Awesome... Curtis is a top notch guy. No question about that. I have yet to build on one of thoses blanks but have looked at them several times. I have trouble getting away from St. Croix blanks. I will for sure havr to give one a try!!!!! Enjoy your new rod.


----------



## true-king (Oct 2, 2007)

Lets see some :takephoto


----------



## ironman172 (Sep 28, 2007)

Thats awesome!! I have yet to meet him but hope to one day soon!!!I guess he is back from his vacation?

I'll be down at the end of sept. for a couple weeks staying in Panama city right beside the pier.....


----------



## Garbo (Oct 2, 2007)

You are very Welcome Chase. 

But you didn't tell the whole story. 

Chase is what I would consider a Genuine Good Person. Not long ago I needed some help, and he found out about my need and asked if he could help. He jumped at the chance to help me as well aswent way out of his way to help me,and did it without asking any questions or expecting anything in return. I have met alot of people like Chase but they are not the type of people you meet everyday, but when you do meet them they have the tendancy to stand out as Really Good People.
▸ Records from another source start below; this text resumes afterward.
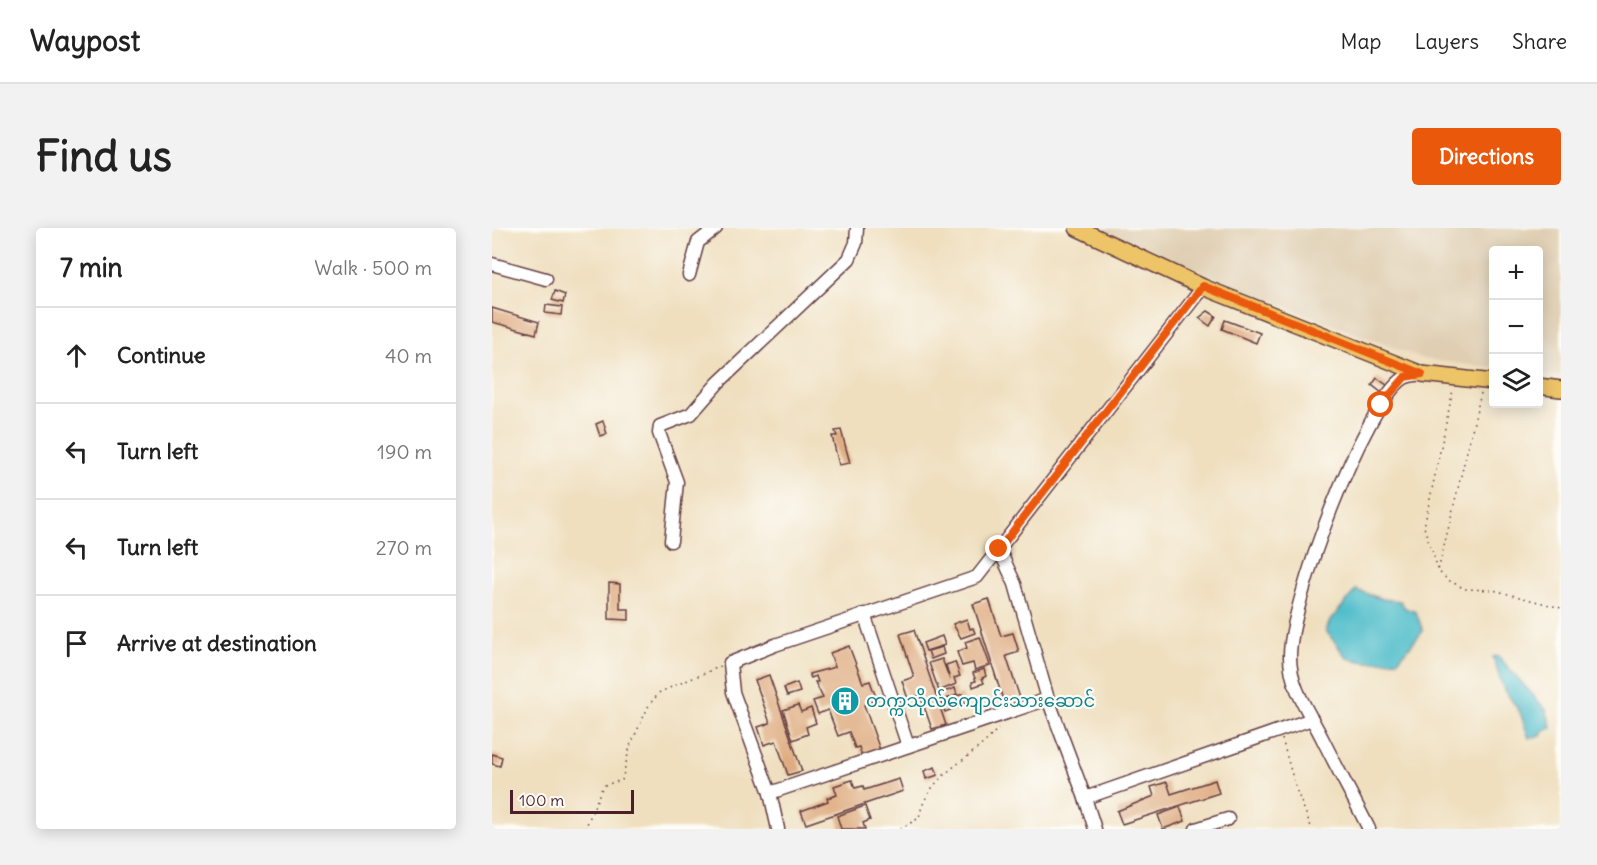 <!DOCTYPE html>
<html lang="en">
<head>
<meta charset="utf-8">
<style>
	:root { --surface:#fff; --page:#f2f2f2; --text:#222; --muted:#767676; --line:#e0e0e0; --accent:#ea580c }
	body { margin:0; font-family:Delius,"Noto Sans Myanmar",sans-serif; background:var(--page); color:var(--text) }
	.controls { position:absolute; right:18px; top:18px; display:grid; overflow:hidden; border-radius:6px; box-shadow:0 3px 15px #0003 }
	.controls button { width:54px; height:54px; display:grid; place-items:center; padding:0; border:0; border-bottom:2px solid var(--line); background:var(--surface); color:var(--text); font:30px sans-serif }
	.scale { position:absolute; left:18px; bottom:15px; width:124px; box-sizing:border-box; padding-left:6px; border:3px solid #4a1f2b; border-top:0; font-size:16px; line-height:21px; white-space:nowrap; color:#4a1f2b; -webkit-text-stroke:4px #fdfcf7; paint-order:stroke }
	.stop { position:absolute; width:18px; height:18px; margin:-14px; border:4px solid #ea580c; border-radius:50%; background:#fff }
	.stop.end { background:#ea580c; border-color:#fff; box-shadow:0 2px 6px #0008 }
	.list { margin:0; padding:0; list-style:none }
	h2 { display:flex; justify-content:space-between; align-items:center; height:78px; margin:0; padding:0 24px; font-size:26px }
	h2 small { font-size:20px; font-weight:400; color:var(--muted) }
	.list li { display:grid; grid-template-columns:39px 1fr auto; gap:18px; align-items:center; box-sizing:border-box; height:96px; padding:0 24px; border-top:2px solid var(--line) }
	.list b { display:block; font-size:22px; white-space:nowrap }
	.list em { font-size:20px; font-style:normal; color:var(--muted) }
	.icon { flex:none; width:33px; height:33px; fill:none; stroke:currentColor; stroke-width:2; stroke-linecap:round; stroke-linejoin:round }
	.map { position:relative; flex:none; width:1069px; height:601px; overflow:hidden; border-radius:6px }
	header { display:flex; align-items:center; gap:36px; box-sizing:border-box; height:84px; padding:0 30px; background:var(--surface); border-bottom:2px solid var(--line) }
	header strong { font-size:28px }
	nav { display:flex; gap:33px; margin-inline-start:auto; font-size:21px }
	.intro { display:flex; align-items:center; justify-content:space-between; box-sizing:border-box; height:144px; padding:0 36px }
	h1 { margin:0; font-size:42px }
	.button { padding:15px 27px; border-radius:6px; background:var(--accent); color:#fff; font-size:21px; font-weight:700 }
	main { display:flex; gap:36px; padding:0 36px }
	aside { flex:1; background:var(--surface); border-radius:6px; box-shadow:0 3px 15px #0003 }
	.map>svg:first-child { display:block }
	.built { fill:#dfceb1 }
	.water { fill:#51becb; stroke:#4e6e7b; stroke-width:1.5 }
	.building { fill:#dfac81 }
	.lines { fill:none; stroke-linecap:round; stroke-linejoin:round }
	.minor-casing { stroke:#633c41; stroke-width:15 }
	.major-casing { stroke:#633c41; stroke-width:18 }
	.path { stroke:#633c41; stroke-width:1.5; stroke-dasharray:1.5 4.5; stroke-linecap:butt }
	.minor { stroke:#fff; stroke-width:12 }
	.major { stroke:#eec469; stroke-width:15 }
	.route { stroke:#ea580c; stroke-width:8 }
	.labels { text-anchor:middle; stroke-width:4.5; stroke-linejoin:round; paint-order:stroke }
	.culture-label { font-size:18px; fill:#0d838f; stroke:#fdfcf7; text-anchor:start }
</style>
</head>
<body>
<header>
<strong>Waypost</strong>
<nav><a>Map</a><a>Layers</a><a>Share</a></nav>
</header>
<div class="intro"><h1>Find us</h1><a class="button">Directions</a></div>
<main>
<aside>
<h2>7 min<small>Walk · 500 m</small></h2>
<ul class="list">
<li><svg class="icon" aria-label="ahead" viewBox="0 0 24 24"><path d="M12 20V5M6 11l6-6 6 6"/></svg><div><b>Continue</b></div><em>40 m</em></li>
<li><svg class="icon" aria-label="left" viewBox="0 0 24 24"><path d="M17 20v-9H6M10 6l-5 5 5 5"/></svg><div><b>Turn left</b></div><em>190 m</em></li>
<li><svg class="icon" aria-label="left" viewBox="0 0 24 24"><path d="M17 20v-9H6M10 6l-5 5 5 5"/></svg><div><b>Turn left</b></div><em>270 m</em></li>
<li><svg class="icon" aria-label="arrive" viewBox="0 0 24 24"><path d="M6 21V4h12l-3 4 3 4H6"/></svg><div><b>Arrive at destination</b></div></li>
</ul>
</aside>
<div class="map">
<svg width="1069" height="601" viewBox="0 0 1069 601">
	<rect width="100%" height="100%" fill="#fdfcf7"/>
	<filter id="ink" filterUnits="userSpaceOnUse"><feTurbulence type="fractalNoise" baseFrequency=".0167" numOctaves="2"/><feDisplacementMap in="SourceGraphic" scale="12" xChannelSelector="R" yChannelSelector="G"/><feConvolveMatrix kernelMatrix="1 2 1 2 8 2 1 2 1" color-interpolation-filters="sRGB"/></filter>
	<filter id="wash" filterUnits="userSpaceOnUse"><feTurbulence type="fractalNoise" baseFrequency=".008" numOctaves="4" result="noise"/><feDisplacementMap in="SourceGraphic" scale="24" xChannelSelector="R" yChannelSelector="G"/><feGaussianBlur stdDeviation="1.35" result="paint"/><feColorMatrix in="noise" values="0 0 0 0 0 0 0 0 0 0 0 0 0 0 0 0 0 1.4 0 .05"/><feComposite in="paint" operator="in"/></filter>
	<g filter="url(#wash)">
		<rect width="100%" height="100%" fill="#efdfbf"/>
		<polygon class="built" points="608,0 1069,0 1069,149 1047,146 1046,22 1002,22 1001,140 932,131 785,76"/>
		<g class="water">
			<polygon points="864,362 890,371 908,373 913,380 924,384 931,403 906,432 874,434 855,430 834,403 838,393"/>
			<polygon points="1006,428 1054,482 1060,500 1051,503 1049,508 1037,510 1028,484 1011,460 1001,429"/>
		</g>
		<g id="blocks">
			<g class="building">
				<polygon points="63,63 73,67 71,75 60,72"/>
				<polygon points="54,77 70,79 69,87 53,85"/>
				<polygon points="0,80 47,94 44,106 0,94"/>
				<polygon points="716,83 724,88 718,98 707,90"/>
				<polygon points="733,92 768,105 764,115 730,101"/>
				<polygon points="885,150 896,158 890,165 880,157"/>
				<polygon points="111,193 115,206 108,208 104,196"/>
				<polygon points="349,202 358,235 347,237 340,208 345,208 343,203"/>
				<polygon points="117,355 128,356 128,381 137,381 137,392 117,391"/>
				<polygon points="497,371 509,408 521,405 527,424 514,428 529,473 513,478 481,376"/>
				<polygon points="475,391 478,401 481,400 483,405 469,410 461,396"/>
				<polygon points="422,402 454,497 440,501 428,467 416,471 410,453 422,449 408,406"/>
				<polygon points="450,408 453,417 434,423 431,415"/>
				<polygon points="488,409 498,437 483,442 481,435 470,438 465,424 475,420 473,414"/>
				<polygon points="357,418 371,455 378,453 385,472 372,477 388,522 370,528 367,519 363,520 357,504 346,508 336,482 326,486 321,473 331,470 323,454 326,454 324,448 319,450 317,446 343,439 338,425"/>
				<polygon points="450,419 452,426 439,431 436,423"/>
				<polygon points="450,431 458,452 454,437 463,434 468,448 462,450 464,456 447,463 437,435"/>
				<polygon points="492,441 494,448 490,450 492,455 481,459 480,454 484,453 481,445"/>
				<polygon points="277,447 310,543 296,547 284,513 272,517 266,499 278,495 263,452"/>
				<polygon points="305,455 308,464 295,468 292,460"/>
				<polygon points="463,460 465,467 451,472 449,465"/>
				<polygon points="470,466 473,476 453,484 450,476 454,474 454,472"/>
				<polygon points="306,477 309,484 319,480 324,495 314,499 316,506 301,512 291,482"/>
				<polygon points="0,526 10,529 8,538 0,536"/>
				<polygon points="443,539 446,547 434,551 432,543"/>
				<polygon points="407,551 411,563 314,596 309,583 336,573 335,570 345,567 342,558 360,552 363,560 371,558 372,562"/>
				<polygon points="723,552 727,565 630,596 625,583 662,568 659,559 675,554 679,566"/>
				<polygon points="373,578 378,592 371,595 373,601 349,601 345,588"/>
				<polygon points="688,579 693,593 671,601 666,587"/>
			</g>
		</g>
	</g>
	<g filter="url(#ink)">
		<use href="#blocks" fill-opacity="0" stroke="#633c41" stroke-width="1.5"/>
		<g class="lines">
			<g class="minor-casing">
				<g id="minor">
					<polyline points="0,36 54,51"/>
					<polyline points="197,47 206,14 224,0"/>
					<polyline points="179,313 185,254 167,205 168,198 199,186 226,155 357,31 364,15 365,0"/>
					<polyline points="507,321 523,356 556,471 593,570 820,491"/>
					<polyline points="372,386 416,518"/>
					<polyline points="278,565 556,471"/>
					<polyline points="593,570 603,601"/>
					<polyline points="286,601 278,565 241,464 238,435 283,417 485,349 711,59"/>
					<polyline points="704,601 736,591"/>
					<path d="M 877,601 C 862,571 846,542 831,512 C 818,485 798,460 798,429 C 797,378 871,177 912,150 C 917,147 925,147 930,146"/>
				</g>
			</g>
			<g class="major-casing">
				<g id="major">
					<polyline points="585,0 711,59 930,146 1002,154"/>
					<polyline points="1046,158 1069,161"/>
				</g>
			</g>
			<g class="path">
				<polyline points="989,165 946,343 956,352 973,361 1001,362 1069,380"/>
				<polyline points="946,341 932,299 961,162"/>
				<polyline points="790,511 804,561 820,601"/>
				<polyline points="93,601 109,562 113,557 130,552 138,518 157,477 168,464 229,438"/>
				<path d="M 408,601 L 427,590 C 436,543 480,534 506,500"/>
			</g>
			<use href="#minor" class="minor"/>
			<use href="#major" class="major"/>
		</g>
	</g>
	<g class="lines" filter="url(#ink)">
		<polyline class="route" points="507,321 711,58 930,146 913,149 889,177"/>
	</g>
	<defs>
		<g id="building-disc" transform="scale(1.5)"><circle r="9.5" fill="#0f9aa8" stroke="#fdfcf7"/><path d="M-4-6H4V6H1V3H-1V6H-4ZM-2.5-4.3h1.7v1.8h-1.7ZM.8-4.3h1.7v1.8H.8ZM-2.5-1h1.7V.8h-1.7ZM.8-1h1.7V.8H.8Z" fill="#fff"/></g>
	</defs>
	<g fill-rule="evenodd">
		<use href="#building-disc" x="353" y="473"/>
	</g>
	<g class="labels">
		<g class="culture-label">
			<text x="374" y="479">တက္ကသိုလ်ကျောင်းသားဆောင်</text>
		</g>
	</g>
</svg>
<div class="controls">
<button>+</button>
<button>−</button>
<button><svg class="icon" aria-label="layers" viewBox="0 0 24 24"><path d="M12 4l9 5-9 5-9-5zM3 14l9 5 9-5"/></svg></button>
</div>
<div class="scale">100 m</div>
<div class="stop" style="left:889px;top:177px"></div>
<div class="stop end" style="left:507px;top:321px"></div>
</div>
</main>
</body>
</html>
I don't build rods for money and never will, I only build them for my personal use and for very close friends, and will never take a dollar for one as I would prefer to give them as a token of appreiciation or a gift. Chase I hope you enjoy that rod as much as I did building it for you, for if you do it will be priceless, but not nearly as priceless as what you done for me. Thanks. 

I have met and personally know alot of Genuine Good People that are members of this forum, and I thank each and everyone of you for what you are. Each of you set a standard and an example that we all should try to live by, and you make our part of the world a better place. 

Thanks Again.


----------



## Splittine (Nov 24, 2007)

Pics dont do this thing any justice. Very minimal thread work to allow the beautiful carbon fiber blank to show as well as a green carbon fiber reel seat. If yall have never fished one of these blanks do yourslef a favor and invest in one.


----------